START DATA FOR ANALYSIS
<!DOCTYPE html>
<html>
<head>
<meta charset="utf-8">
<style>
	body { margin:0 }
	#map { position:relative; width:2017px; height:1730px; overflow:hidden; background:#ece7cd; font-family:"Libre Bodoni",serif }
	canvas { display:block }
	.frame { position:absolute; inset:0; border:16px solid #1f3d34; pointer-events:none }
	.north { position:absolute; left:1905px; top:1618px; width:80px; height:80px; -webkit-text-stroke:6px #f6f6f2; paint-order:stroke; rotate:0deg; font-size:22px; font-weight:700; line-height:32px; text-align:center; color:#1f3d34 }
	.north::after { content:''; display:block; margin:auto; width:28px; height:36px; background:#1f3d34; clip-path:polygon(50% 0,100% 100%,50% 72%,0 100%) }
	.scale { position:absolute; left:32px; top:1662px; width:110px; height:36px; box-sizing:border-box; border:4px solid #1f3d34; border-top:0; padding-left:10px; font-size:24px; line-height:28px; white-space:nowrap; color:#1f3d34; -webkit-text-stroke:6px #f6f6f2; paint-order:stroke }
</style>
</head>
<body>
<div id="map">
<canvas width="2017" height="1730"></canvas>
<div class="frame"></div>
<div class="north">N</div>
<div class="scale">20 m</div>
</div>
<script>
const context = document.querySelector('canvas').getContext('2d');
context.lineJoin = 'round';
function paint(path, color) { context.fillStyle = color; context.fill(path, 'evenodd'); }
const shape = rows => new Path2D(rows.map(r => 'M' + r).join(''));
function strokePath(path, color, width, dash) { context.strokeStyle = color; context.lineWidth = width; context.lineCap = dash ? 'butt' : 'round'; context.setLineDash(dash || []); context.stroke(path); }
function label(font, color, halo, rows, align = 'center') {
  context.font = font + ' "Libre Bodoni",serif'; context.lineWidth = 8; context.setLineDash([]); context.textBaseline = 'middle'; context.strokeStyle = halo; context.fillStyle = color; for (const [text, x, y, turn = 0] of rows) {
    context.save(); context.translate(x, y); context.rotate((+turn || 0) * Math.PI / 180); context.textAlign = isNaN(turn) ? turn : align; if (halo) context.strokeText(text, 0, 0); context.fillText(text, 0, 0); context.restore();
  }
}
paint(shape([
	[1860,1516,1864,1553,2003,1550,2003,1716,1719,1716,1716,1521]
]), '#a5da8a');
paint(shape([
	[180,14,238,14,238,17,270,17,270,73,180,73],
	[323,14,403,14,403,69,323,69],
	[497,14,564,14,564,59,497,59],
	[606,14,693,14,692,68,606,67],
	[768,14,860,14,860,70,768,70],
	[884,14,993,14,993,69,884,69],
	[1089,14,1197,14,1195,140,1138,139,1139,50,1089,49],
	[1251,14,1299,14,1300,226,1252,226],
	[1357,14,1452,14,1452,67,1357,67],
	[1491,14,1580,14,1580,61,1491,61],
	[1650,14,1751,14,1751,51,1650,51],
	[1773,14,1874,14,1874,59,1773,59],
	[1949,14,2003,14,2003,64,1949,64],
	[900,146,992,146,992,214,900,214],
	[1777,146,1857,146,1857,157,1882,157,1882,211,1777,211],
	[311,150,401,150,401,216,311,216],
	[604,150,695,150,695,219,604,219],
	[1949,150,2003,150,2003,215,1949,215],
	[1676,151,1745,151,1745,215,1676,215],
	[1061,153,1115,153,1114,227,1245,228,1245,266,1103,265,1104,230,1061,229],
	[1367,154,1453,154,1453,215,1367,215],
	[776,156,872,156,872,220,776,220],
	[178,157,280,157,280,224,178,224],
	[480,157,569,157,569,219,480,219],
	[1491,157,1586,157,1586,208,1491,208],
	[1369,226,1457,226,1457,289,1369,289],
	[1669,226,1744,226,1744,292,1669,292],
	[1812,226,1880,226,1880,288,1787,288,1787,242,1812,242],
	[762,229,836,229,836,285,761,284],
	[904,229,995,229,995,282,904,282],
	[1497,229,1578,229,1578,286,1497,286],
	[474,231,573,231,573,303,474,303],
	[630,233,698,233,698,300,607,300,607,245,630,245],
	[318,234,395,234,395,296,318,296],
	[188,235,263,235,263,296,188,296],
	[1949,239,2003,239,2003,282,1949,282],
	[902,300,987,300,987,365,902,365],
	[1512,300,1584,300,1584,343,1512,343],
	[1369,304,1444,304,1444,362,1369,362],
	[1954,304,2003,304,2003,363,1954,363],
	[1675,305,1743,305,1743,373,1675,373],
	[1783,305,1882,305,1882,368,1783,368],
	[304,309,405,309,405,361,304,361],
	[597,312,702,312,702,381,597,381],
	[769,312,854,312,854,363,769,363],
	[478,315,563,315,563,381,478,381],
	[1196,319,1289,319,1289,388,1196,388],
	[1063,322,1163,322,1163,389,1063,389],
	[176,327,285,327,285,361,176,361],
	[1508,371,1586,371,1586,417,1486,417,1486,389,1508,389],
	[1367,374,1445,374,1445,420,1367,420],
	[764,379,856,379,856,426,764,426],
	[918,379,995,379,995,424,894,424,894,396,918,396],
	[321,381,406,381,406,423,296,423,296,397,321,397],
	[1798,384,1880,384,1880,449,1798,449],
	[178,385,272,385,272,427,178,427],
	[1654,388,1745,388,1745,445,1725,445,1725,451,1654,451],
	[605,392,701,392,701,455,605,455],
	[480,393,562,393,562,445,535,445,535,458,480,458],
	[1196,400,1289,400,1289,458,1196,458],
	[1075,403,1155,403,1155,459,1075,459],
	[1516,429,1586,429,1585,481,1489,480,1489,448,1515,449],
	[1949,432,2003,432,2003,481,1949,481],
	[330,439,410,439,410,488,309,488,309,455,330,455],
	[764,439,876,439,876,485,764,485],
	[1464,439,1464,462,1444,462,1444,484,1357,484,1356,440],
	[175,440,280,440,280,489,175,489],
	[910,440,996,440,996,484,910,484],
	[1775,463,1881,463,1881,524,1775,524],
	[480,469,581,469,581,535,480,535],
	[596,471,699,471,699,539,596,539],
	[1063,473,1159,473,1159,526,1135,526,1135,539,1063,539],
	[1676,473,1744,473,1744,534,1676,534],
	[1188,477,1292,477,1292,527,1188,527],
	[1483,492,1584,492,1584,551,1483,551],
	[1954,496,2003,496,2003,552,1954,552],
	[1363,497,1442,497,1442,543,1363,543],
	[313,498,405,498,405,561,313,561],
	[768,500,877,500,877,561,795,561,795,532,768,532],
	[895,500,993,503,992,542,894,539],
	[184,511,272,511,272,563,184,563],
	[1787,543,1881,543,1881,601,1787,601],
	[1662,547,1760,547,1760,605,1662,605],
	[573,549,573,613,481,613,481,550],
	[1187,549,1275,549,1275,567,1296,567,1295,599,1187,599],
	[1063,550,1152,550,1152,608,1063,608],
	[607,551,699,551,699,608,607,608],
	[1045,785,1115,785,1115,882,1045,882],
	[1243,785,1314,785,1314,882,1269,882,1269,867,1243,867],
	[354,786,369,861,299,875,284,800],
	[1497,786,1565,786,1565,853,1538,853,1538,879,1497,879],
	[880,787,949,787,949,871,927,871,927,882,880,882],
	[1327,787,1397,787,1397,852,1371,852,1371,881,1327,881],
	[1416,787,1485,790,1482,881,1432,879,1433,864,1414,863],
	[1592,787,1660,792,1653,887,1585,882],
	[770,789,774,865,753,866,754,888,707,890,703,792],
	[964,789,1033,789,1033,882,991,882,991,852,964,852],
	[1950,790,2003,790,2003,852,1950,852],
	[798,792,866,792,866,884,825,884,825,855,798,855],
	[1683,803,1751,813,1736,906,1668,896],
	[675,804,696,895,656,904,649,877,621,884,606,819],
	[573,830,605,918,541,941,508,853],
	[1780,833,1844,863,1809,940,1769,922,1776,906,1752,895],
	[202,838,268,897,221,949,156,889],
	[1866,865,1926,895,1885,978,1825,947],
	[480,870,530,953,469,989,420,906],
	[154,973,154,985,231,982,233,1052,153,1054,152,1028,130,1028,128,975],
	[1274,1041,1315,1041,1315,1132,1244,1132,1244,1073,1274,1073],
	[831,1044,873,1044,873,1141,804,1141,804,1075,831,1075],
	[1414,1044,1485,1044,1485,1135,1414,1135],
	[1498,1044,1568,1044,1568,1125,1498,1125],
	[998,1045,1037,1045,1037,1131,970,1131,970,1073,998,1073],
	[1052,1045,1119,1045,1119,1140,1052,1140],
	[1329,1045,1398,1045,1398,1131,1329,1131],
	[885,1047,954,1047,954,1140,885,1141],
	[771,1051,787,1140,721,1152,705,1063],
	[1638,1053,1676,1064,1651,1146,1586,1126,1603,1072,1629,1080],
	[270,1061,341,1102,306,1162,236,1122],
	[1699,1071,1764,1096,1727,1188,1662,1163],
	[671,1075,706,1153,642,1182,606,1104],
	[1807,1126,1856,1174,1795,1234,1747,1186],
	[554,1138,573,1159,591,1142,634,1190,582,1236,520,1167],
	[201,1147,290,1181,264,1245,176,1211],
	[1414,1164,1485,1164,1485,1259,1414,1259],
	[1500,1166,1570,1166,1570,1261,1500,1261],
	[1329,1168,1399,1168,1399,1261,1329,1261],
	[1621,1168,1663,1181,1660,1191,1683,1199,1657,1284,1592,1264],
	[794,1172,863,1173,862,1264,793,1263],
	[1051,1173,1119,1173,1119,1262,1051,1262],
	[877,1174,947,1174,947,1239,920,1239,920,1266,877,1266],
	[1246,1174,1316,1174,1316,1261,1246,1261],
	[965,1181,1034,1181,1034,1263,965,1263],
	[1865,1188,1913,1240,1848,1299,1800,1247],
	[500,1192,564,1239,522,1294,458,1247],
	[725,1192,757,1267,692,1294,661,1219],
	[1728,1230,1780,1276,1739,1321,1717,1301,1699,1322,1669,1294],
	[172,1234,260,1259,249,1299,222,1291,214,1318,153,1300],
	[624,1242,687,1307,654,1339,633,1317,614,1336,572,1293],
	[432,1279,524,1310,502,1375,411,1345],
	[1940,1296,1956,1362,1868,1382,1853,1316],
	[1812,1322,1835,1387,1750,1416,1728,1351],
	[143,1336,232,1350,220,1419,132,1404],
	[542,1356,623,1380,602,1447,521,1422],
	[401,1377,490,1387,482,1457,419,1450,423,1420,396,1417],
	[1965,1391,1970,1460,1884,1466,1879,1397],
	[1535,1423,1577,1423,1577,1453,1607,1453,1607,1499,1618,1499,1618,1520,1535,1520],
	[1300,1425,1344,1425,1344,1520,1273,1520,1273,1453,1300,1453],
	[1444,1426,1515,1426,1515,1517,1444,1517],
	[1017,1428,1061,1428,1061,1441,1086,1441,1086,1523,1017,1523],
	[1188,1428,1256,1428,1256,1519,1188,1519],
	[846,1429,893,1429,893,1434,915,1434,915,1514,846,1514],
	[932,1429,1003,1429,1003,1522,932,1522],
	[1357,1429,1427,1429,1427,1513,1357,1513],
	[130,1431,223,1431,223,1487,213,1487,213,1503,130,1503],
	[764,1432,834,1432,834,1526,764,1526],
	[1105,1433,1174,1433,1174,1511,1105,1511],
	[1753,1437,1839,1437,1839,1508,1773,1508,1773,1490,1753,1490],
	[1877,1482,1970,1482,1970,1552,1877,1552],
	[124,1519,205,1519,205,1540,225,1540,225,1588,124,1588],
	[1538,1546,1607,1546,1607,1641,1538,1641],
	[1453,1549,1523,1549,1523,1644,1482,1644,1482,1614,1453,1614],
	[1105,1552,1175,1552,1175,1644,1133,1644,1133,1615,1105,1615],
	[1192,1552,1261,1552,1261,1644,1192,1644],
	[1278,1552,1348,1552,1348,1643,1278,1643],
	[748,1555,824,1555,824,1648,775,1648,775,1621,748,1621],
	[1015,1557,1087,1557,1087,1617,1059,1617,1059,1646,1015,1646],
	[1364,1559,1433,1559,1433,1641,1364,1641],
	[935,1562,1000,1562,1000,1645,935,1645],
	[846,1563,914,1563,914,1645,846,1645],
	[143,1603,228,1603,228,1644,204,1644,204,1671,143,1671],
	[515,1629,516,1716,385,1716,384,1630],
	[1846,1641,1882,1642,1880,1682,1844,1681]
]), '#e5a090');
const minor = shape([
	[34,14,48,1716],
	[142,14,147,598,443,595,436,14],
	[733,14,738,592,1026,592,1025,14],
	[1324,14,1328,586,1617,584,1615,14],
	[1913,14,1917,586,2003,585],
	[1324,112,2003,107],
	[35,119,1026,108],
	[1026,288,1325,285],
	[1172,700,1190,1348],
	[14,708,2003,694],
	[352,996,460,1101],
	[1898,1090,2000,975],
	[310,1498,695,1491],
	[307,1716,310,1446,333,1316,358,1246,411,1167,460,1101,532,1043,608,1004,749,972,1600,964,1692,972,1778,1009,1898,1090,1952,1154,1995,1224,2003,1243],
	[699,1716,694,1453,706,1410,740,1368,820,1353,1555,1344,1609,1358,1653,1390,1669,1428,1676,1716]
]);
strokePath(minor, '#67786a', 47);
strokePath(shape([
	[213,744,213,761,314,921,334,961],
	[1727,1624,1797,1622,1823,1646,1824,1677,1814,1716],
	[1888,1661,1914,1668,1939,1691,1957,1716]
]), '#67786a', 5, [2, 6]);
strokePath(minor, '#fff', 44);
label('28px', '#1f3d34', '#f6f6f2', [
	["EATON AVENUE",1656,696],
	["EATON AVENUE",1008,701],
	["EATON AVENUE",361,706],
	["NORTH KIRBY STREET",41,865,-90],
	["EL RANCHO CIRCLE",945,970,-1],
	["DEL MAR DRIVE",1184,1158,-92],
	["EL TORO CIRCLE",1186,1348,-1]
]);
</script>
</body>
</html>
END DATA FOR ANALYSIS
◆ EXERCISE: Copy every line in the data above that has the string "fillStyle" in it.

◆ WRITTEN SOLUTION:
function paint(path, color) { context.fillStyle = color; context.fill(path, 'evenodd'); }
  context.font = font + ' "Libre Bodoni",serif'; context.lineWidth = 8; context.setLineDash([]); context.textBaseline = 'middle'; context.strokeStyle = halo; context.fillStyle = color; for (const [text, x, y, turn = 0] of rows) {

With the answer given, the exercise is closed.